La meilleure manière de sortir de cette situation est de clarifier ses finalités personnelles en les mettant en ligne avec l’objectif de l’entreprise. Le dirigeant peut privilégier de bons revenus tout de suite, ou faire le pari de constituer un patrimoine à long terme ; il peut avoir en tête une vente totale à 5 ans, une vente partielle à ses collaborateurs, ou une transmission à l’un de ces enfants. Or chaque réponse à ces questions aura un impact direct sur la stratégie, l’organisation, ou la nature de l’action commerciale. Mais la mise en cohérence entre les finalités personnelles du dirigeant et la stratégie d’entreprise permettra de mettre durablement l’entreprise sur les rails de la croissance. Diriger une entreprise pour boucher les trous en permanence, c’est épuisant. Pour servir ses objectifs personnels, c’est cohérent et motivant.

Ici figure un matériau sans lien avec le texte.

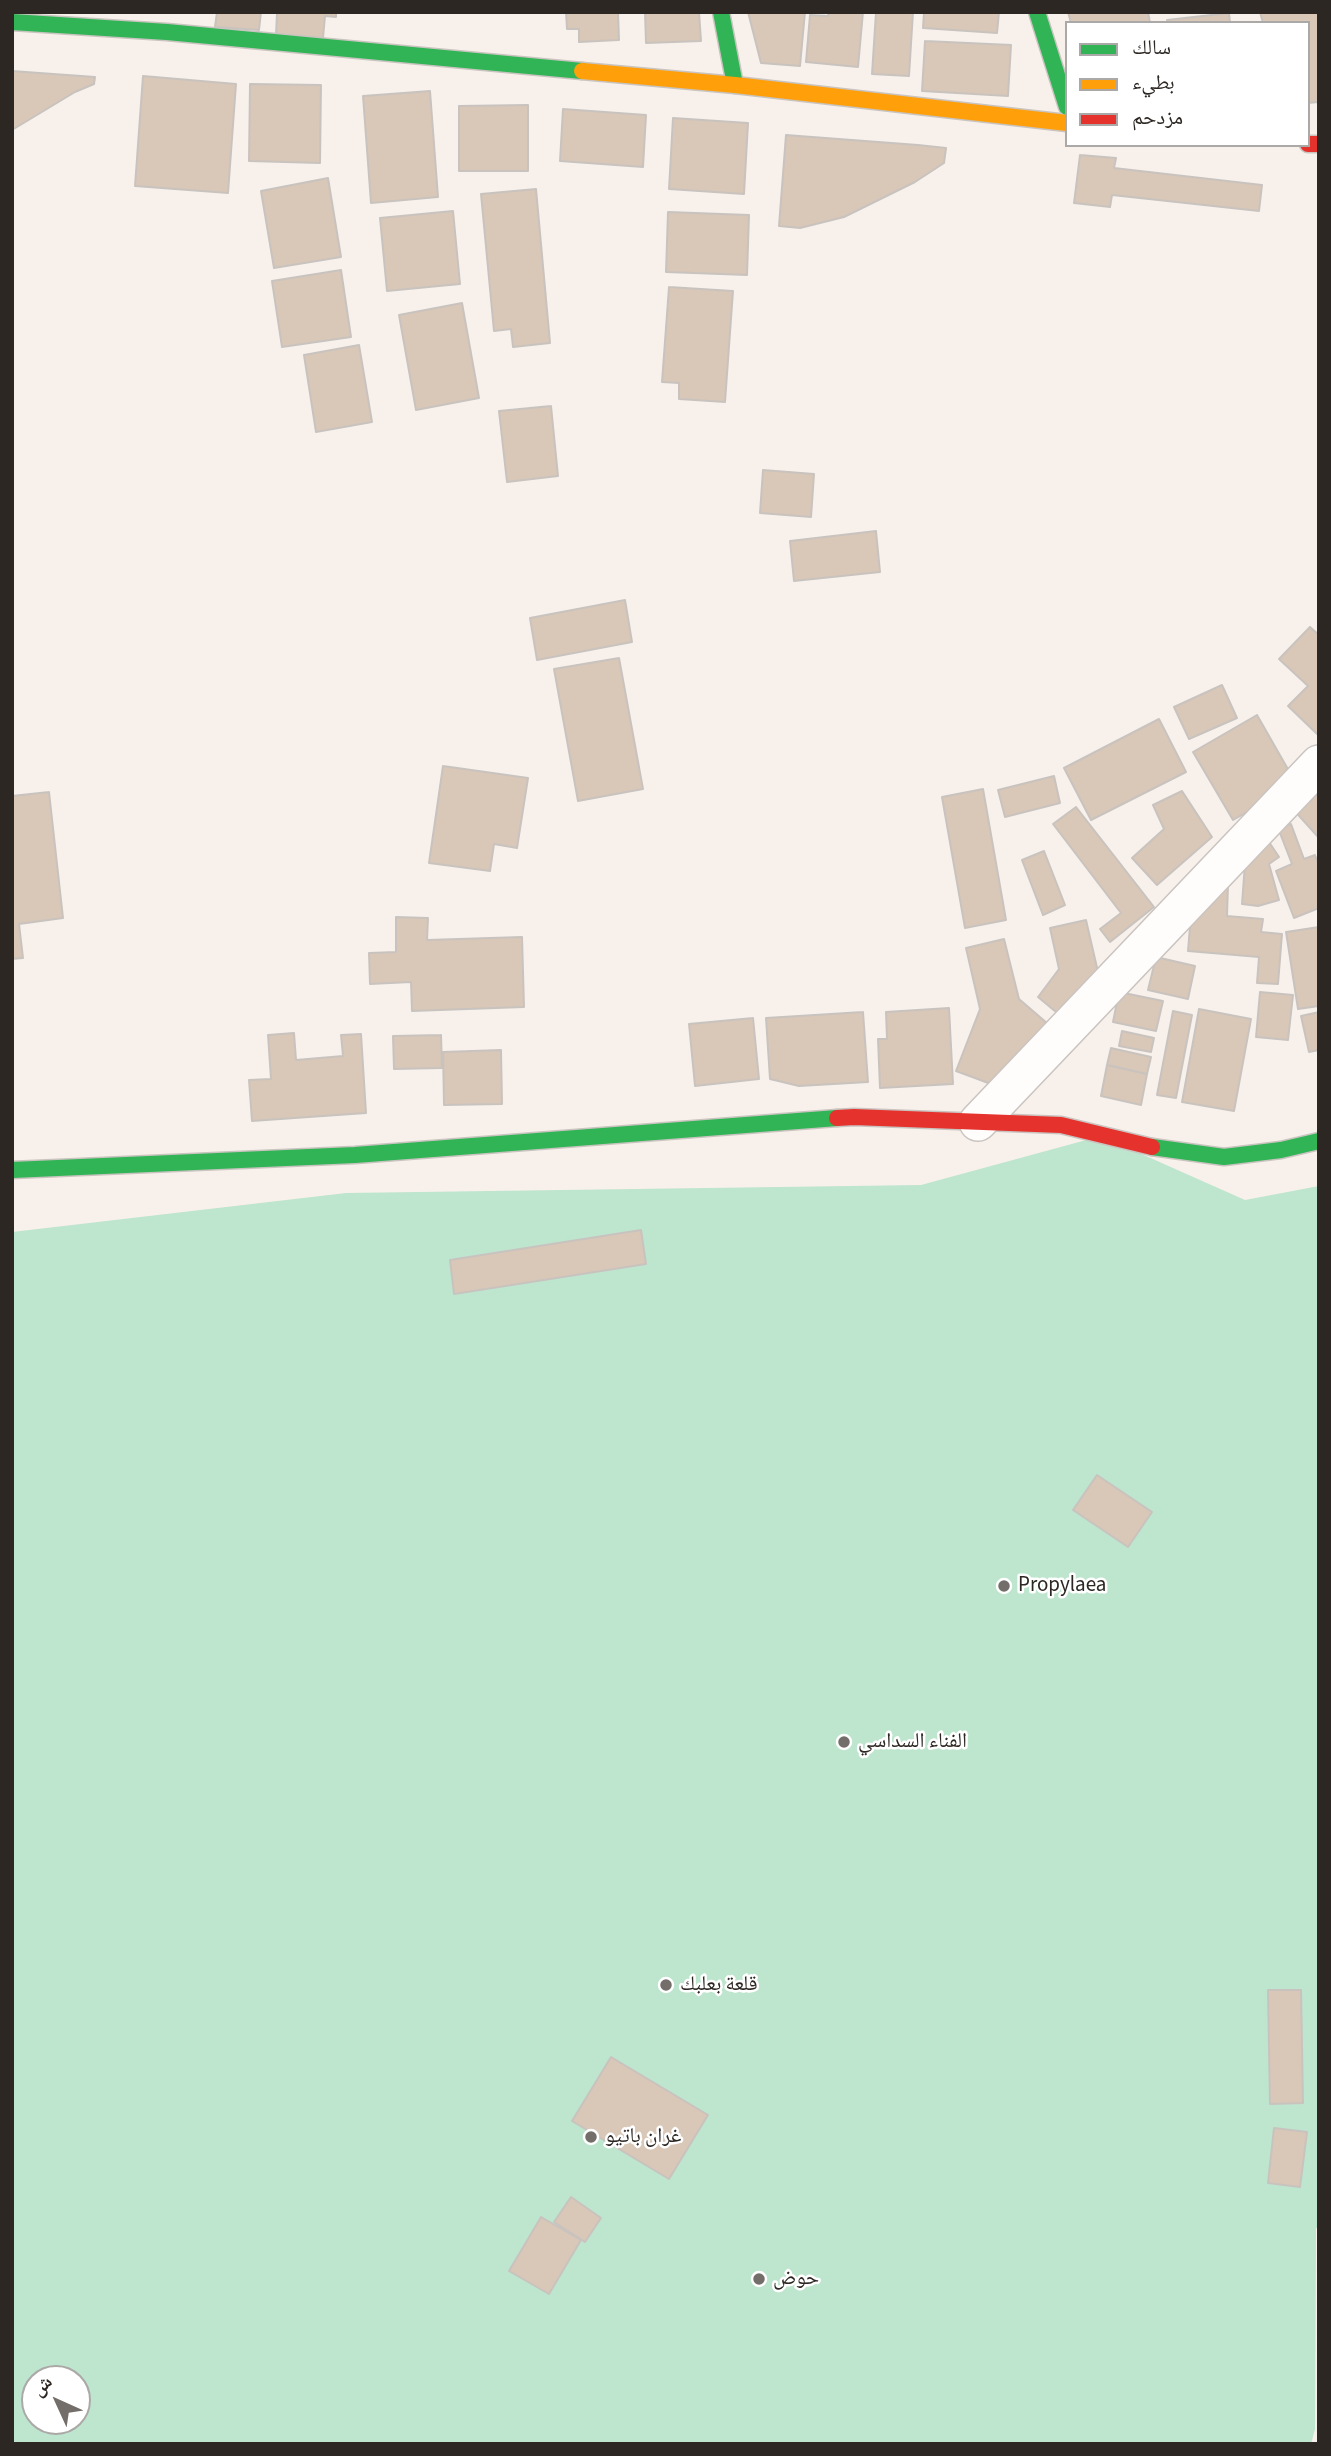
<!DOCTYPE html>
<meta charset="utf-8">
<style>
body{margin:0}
#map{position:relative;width:1331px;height:2456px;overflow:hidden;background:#f8f1eb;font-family:"Source Sans 3","Noto Naskh Arabic",sans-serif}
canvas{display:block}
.frame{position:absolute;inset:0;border:14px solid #2c2723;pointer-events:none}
.legend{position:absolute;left:1065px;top:21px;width:245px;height:126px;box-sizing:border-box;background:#fff;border:2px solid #aba9a7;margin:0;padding:9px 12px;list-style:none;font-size:21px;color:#2c2723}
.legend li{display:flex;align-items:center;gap:14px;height:35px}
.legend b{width:35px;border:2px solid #aba9a7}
.north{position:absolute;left:21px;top:2365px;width:70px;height:70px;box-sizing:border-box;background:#fff;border:2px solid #aba9a7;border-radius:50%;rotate:315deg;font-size:19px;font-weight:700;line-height:28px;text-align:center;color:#2c2723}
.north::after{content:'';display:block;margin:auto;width:24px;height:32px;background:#736e69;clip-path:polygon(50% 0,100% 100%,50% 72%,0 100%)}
</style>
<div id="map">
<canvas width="1331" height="2456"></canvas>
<div class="frame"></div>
<ul class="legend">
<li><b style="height:9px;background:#30b455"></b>سالك</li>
<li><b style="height:9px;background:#ff9f0a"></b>بطيء</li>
<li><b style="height:9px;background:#e5322d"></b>مزدحم</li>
</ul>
<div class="north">ش</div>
</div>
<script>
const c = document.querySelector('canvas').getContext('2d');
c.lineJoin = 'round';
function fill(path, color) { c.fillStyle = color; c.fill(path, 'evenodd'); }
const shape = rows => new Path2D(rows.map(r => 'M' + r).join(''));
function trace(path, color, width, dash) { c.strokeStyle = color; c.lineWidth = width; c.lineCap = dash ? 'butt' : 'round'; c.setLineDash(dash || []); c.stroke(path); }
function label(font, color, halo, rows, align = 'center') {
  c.font = font + ' "Source Sans 3","Noto Naskh Arabic",sans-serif'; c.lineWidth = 5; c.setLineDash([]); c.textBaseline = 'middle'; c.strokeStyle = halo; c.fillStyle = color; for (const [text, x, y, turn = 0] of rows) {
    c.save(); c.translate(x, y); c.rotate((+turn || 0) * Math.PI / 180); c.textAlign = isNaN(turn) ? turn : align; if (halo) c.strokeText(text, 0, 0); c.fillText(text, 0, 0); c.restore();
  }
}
fill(shape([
 [1101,1136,1245,1200,1319,1186,1319,2227,1316,2228,1315,2429,1311,2444,12,2444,12,1743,14,1741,12,1734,12,1232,346,1193,921,1185],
 [35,2379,77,2379,77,2421,35,2421]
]), '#bee5ce');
const building = shape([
 [217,12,261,12,259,30,215,27,217,12],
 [267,12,336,12,336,17,325,16,323,38,276,35,277,13,267,12],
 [566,12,618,12,619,40,579,42,579,29,567,29,566,12],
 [645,12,699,12,701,41,646,43,645,12],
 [748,12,805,12,800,66,761,63,748,12],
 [829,12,863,12,858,67,806,62,810,15,828,16,829,12],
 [876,12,913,12,909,76,872,74,876,12],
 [924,12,999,12,997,33,923,28,924,12],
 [1068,12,1148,12,1150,23,1071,23,1068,12],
 [1260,12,1319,12,1319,102,1308,103,1308,23,1263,23,1260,12],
 [1229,13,1230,23,1167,23,1167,20,1229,13],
 [925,41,1011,45,1008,96,922,91,925,41],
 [12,71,95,77,94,84,75,92,12,130,12,71],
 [143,76,236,84,228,193,135,186,143,76],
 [250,84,321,85,320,163,249,161,250,84],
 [430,91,438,197,371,203,363,96,430,91],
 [528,105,528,171,459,171,459,106,528,105],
 [563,109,646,115,643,167,560,161,563,109],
 [673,118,748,123,744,194,669,189,673,118],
 [786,135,918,145,946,148,944,163,915,182,844,217,800,228,779,226,786,135],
 [1080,155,1116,158,1114,168,1262,185,1259,211,1112,195,1110,207,1074,203,1080,155],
 [328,178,341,257,274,268,261,191,328,178],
 [536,189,550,343,513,347,511,329,494,331,481,194,536,189],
 [453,211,460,284,387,291,380,218,453,211],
 [668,212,749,215,747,275,666,272,668,212],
 [341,270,351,337,282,347,272,281,341,270],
 [669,287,733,291,725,402,679,399,679,383,662,382,669,287],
 [462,303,479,398,416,410,399,315,462,303],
 [359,345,372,422,316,432,304,355,359,345],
 [551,406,558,476,507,482,499,411,551,406],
 [763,470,814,474,811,517,760,513,763,470],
 [876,531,880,572,794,581,790,541,876,531],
 [625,600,632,642,537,660,530,618,625,600],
 [1310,627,1319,635,1319,731,1317,734,1288,706,1308,686,1279,659,1310,627],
 [619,658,643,789,578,801,554,669,619,658],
 [1222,685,1237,718,1189,739,1174,707,1222,685],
 [1257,715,1293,778,1263,795,1267,801,1233,820,1193,752,1257,715],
 [1159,719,1186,772,1091,820,1064,768,1159,719],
 [443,766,528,778,517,848,494,844,490,871,429,863,443,766],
 [1054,776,1060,803,1005,817,998,790,1054,776],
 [1319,783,1319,838,1292,808,1319,783],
 [983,789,1006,920,965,928,942,797,983,789],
 [1182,791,1212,837,1157,885,1132,858,1164,829,1153,805,1182,791],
 [49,792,63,918,19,924,23,958,12,959,12,796,49,792],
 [1076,807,1154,907,1110,942,1100,929,1121,913,1053,824,1076,807],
 [1291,824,1304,859,1315,855,1319,865,1319,908,1294,918,1276,871,1292,864,1278,828,1291,824],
 [1265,836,1279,857,1269,864,1279,900,1258,906,1242,904,1246,850,1265,836],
 [1044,851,1065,905,1043,915,1022,860,1044,851],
 [1228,884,1227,916,1263,919,1261,932,1282,934,1278,984,1257,983,1259,957,1188,951,1191,914,1228,884],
 [396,917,428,918,427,940,522,937,524,1007,412,1011,411,982,370,984,369,953,396,952,396,917],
 [1086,920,1098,972,1062,1017,1038,997,1059,969,1050,928,1086,920],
 [1319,927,1319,1006,1298,1009,1286,932,1319,927],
 [1004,939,1019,999,1048,1024,999,1087,956,1071,980,1009,966,948,1004,939],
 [1156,957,1195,966,1188,999,1148,990,1156,957],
 [1119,992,1163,1001,1156,1031,1113,1022,1119,992],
 [1260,992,1293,995,1288,1040,1256,1037,1260,992],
 [949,1008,953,1084,880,1088,878,1039,887,1039,886,1012,949,1008],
 [1199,1009,1251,1019,1234,1111,1182,1102,1199,1009],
 [1173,1011,1192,1015,1176,1098,1157,1095,1173,1011],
 [863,1012,868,1082,799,1086,770,1079,766,1018,863,1012],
 [1319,1012,1319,1050,1309,1052,1301,1016,1319,1012],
 [753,1018,759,1079,695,1086,689,1024,753,1018],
 [1122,1031,1154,1038,1151,1052,1119,1046,1122,1031],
 [294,1033,296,1060,343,1056,341,1035,361,1034,366,1113,252,1121,249,1080,271,1079,268,1035,294,1033],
 [441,1035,442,1068,394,1069,393,1036,441,1035],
 [1111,1048,1151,1057,1147,1074,1107,1065,1111,1048],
 [501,1050,502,1104,444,1105,443,1052,501,1050],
 [1107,1065,1147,1074,1141,1105,1101,1096,1107,1065],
 [641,1230,646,1264,454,1294,450,1260,641,1230],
 [1097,1475,1152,1512,1128,1547,1073,1510,1097,1475],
 [1268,1990,1301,1990,1303,2103,1270,2104,1268,1990],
 [611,2057,708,2115,669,2179,572,2121,611,2057],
 [1274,2128,1307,2132,1300,2187,1268,2183,1274,2128],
 [571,2197,601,2218,585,2242,554,2222,571,2197],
 [541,2217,581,2240,549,2294,509,2271,541,2217]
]);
fill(building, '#d9c7b7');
trace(building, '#c9c3bf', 2);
const street = shape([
 [978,1122,1319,764]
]);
const fast = shape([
 [721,12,735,85],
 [1037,12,1067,107],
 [12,22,167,32,582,71],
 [1152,1147,1224,1157,1281,1150,1319,1141],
 [12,1170,355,1155,837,1118]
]);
const slow = shape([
 [582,71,735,85,1067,123]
]);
const jam = shape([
 [1308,144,1319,144],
 [837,1118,854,1117,1061,1125,1152,1147]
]);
trace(street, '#cac4c0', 40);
trace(fast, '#cac4c0', 19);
trace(slow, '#cac4c0', 19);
trace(jam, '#cac4c0', 19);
trace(street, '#fefdfc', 37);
trace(fast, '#30b455', 16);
trace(slow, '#ff9f0a', 16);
trace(jam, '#e5322d', 16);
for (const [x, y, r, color] of [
 [1004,1586,7,"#736e69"],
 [844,1742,7,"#736e69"],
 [666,1985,7,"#736e69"],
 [591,2137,7,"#736e69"],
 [759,2279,7,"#736e69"]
]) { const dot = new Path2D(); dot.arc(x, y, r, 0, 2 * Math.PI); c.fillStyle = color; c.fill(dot); trace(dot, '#fff', 2.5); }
label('21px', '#2c2723', '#fff', [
 ["Propylaea",1018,1586],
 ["الفناء السداسي",858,1742],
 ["قلعة بعلبك",680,1985],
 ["غران باتيو",605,2137],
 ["حوض",773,2279]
], 'left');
</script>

Imaginez votre entreprise dans 5 ans

Comment réussir sa croissance si on ne parvient pas à l’imaginer ?

Une entreprise peut être en croissance et en profiter sans que cela suffise à financer son besoin en fonds de roulement, au risque de manquer de fonds propres pour continuer à financer la croissance. Et pourtant, il existe une grande diversité de solutions pour renforcer les fonds propres. Contrairement aux idées reçues, l’ingénierie financière est un métier créatif, encore faut-il avoir anticipé le développement de l’entreprise.

Plus généralement, beaucoup de dirigeants, absorbés par l’urgence du quotidien, peinent à imaginer leur entreprise à 5 ans et dessiner un organigramme à cette échéance. Au risque de se heurter à de nombreux pièges : la croissance oblige à anticiper l’organisation, les locaux, les équipements, les recrutements, avec le risque d’aller trop vite ou pas assez.

Privilégiez l’agilité à la réactivité

Un récent rapport public résumait la chose ainsi : « La force des PME : leur réactivité, la faiblesse des PME, leur réactivité ».

Alors qu’elles sont plus petites et plus légères que les grands groupes, elles en tirent rarement parti pour faire preuve de réactivité quand la situation l’impose. Elles pourraient changer de cap, saisir des opportunités, réviser leurs plans avec facilité, pourtant très souvent ce sont l’habitude et l’inertie qui l’emportent.

Il est donc temps de redonner toute sa place au concept « d’agilité d’entreprise ».

Une entreprise agile, c’est une entreprise capable de définir ou de repenser sa stratégie en faisant abstraction – provisoirement – de toute contrainte : que ferions-nous si nous vivions dans un monde parfait ? Qu’est-ce qui nous ralentit, nous entrave, nous paralyse ? Rien de tel pour s’ouvrir l’esprit, pour identifier les lenteurs, les carcans, les verrous, avant de « revenir sur Terre » avec des idées neuves sur ses priorités.

Une entreprise agile a la capacité autour d’une vraie stratégie de favoriser l’autonomie et la créativité de chacun de ses collaborateurs. En particulier dans ces périodes où la tentation de repli est forte.

Passez à l’action : industrialisez votre démarche commerciale

Une fois imaginé le futur, clarifiées les finalités, vient alors le moment de traduire ces objectifs en stratégie, notamment en stratégie commerciale.

Or, beaucoup de PME dépendent d’un client majeur ou ne renouvellent pas leur portefeuille car leur prospection est empirique et laissée à l’appréciation des seuls commerciaux, quand il y en a…

La prospection systématique et permanente sert à mieux répartir les risques, puis à s’engager durablement dans la croissance. À condition de définir une vraie stratégie commerciale, d’établir un plan d’action, d’industrialiser les processus et de créer les indicateurs de performance. C’est un chantier difficile car il faut s’y tenir dans la durée et ne pas se laisser dévier de son objectif par la première urgence opérationnelle venue !

La croissance est donc le fruit d’un savant dosage entre la finalité du dirigeant, la capacité à se projeter dans le futur, l’anticipation des évolutions internes et externes, et l’industrialisation des processus de conquête de nouveaux clients.

La construction d’une telle démarche est un processus long, difficile, nécessitant à la fois engagement opérationnel et prise de recul stratégique.

Et c’est pour cela que la croissance n’est jamais le fruit du hasard.